AIM OF THE TASK - Apart from the images, repeat the data below exactly as written.

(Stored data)
_ _ _ _
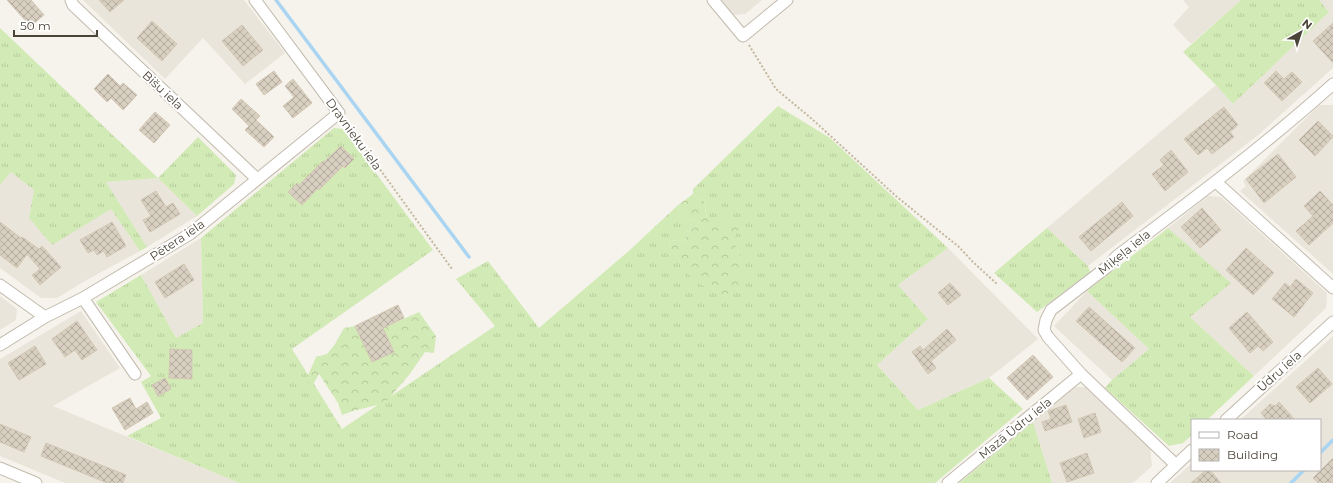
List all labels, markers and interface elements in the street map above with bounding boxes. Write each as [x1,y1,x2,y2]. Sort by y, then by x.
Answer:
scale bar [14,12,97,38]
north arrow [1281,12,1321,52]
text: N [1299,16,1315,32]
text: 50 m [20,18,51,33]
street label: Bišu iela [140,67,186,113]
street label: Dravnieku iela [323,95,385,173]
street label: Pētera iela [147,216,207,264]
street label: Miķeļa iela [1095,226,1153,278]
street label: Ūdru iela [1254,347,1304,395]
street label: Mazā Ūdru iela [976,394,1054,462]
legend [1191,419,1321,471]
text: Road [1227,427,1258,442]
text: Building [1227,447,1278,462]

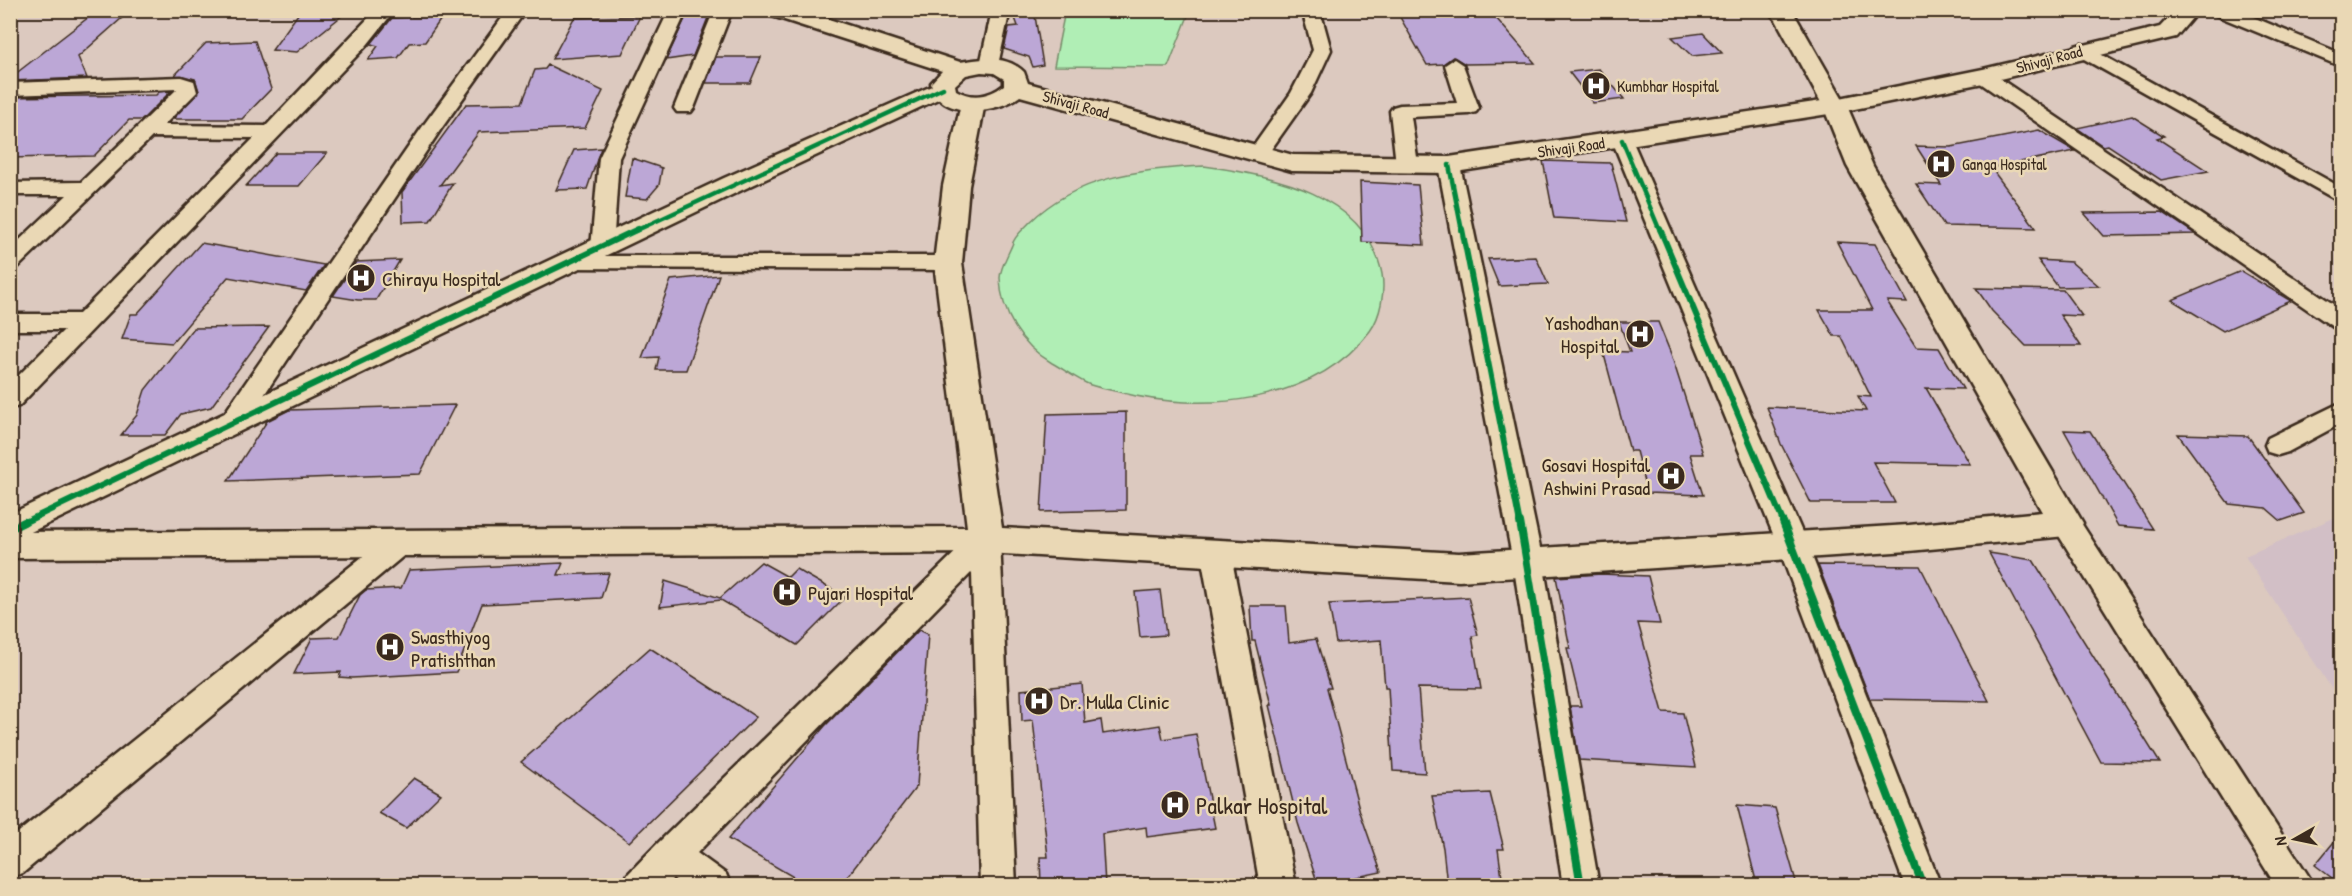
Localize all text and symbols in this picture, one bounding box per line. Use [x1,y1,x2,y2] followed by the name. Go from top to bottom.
_ _ _ _
WRITTEN SOLUTION -
List all labels, markers and interface elements in the street map above with bounding boxes. Write each as [x1,y1,x2,y2]. Sort by y, then by x.
Answer:
scale bar [14,12,97,38]
north arrow [1281,12,1321,52]
text: N [1299,16,1315,32]
text: 50 m [20,18,51,33]
street label: Bišu iela [140,67,186,113]
street label: Dravnieku iela [323,95,385,173]
street label: Pētera iela [147,216,207,264]
street label: Miķeļa iela [1095,226,1153,278]
street label: Ūdru iela [1254,347,1304,395]
street label: Mazā Ūdru iela [976,394,1054,462]
legend [1191,419,1321,471]
text: Road [1227,427,1258,442]
text: Building [1227,447,1278,462]

Localize all text and symbols in this picture, one bounding box per line. Use [x1,y1,x2,y2] followed by the name. Go from top to bottom.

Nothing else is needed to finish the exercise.